(Beginning of INFORMATION SUPPLIED)

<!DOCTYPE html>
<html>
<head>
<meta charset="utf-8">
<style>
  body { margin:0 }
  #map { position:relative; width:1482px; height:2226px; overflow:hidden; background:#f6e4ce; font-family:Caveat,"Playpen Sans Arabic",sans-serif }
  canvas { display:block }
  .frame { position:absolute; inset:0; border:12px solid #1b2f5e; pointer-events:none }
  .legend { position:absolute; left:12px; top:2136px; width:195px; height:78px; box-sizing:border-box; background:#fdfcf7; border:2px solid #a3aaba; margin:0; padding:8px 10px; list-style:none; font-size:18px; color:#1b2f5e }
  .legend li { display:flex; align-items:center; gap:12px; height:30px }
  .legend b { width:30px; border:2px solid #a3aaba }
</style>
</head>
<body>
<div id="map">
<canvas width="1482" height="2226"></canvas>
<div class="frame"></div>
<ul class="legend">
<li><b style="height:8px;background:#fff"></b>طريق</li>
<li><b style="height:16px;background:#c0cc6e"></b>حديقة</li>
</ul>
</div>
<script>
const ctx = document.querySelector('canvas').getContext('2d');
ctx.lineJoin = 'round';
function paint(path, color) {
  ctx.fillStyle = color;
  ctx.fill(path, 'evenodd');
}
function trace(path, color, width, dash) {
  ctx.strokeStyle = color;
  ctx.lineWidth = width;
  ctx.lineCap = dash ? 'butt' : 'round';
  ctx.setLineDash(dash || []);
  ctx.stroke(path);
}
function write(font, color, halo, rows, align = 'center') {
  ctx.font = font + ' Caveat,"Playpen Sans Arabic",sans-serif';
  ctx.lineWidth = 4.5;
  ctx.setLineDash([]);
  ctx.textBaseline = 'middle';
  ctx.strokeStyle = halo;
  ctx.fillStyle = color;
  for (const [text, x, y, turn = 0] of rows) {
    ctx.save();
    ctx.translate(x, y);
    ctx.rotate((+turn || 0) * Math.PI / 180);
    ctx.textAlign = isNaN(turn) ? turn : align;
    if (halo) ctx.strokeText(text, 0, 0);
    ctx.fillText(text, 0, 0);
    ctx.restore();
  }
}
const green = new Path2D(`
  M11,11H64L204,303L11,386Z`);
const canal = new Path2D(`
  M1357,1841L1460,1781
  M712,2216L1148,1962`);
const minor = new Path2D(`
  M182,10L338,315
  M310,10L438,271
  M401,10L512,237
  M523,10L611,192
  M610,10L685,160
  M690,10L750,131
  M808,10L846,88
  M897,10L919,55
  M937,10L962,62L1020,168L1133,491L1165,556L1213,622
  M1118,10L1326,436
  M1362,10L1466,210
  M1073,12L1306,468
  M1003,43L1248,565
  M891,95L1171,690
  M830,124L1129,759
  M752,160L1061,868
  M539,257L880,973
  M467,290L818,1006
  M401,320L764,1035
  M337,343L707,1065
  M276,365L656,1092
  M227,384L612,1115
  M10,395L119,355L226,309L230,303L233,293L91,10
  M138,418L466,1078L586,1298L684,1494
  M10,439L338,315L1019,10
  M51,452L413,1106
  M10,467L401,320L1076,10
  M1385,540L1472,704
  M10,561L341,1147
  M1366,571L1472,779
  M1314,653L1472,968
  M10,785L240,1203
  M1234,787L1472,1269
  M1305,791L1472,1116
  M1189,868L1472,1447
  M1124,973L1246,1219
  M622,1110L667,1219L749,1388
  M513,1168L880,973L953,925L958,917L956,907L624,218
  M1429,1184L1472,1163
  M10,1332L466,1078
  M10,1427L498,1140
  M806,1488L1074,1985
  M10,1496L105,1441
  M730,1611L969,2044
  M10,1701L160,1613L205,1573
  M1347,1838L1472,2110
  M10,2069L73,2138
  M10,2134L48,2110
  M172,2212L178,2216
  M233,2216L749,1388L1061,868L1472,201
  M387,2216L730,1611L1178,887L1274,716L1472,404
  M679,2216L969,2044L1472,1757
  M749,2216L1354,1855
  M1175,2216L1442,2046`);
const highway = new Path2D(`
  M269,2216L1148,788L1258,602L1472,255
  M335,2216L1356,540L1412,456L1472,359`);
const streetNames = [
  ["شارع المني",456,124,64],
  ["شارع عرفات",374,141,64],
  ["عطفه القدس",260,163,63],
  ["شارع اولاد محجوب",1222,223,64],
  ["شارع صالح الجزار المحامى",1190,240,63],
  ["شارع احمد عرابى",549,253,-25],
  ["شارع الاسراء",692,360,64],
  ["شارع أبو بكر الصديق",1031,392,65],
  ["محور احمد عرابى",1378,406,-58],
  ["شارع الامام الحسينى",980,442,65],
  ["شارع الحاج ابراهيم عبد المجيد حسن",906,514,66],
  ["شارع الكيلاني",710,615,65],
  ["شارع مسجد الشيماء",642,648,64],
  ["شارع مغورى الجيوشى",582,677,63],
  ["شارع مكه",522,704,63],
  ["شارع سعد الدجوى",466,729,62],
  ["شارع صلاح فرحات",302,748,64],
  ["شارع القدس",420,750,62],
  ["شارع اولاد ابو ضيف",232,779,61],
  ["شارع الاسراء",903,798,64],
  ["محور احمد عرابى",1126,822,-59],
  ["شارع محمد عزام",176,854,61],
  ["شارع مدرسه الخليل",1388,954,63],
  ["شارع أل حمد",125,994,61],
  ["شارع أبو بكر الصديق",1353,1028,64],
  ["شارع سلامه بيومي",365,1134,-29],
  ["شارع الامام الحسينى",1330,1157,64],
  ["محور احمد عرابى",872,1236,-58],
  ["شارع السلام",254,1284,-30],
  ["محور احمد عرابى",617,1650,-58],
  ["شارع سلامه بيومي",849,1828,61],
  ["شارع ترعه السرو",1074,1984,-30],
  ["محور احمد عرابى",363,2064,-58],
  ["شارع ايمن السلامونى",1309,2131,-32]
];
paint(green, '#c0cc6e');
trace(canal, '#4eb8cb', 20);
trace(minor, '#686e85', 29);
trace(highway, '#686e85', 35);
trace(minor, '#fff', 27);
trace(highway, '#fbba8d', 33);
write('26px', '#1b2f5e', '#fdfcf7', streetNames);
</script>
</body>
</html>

(End of INFORMATION SUPPLIED)

**WORK ORDER**
From the listing above, collect every line that mentions the word "setLineDash".

**WRITTEN ANSWER**
  ctx.setLineDash(dash || []);
  ctx.setLineDash([]);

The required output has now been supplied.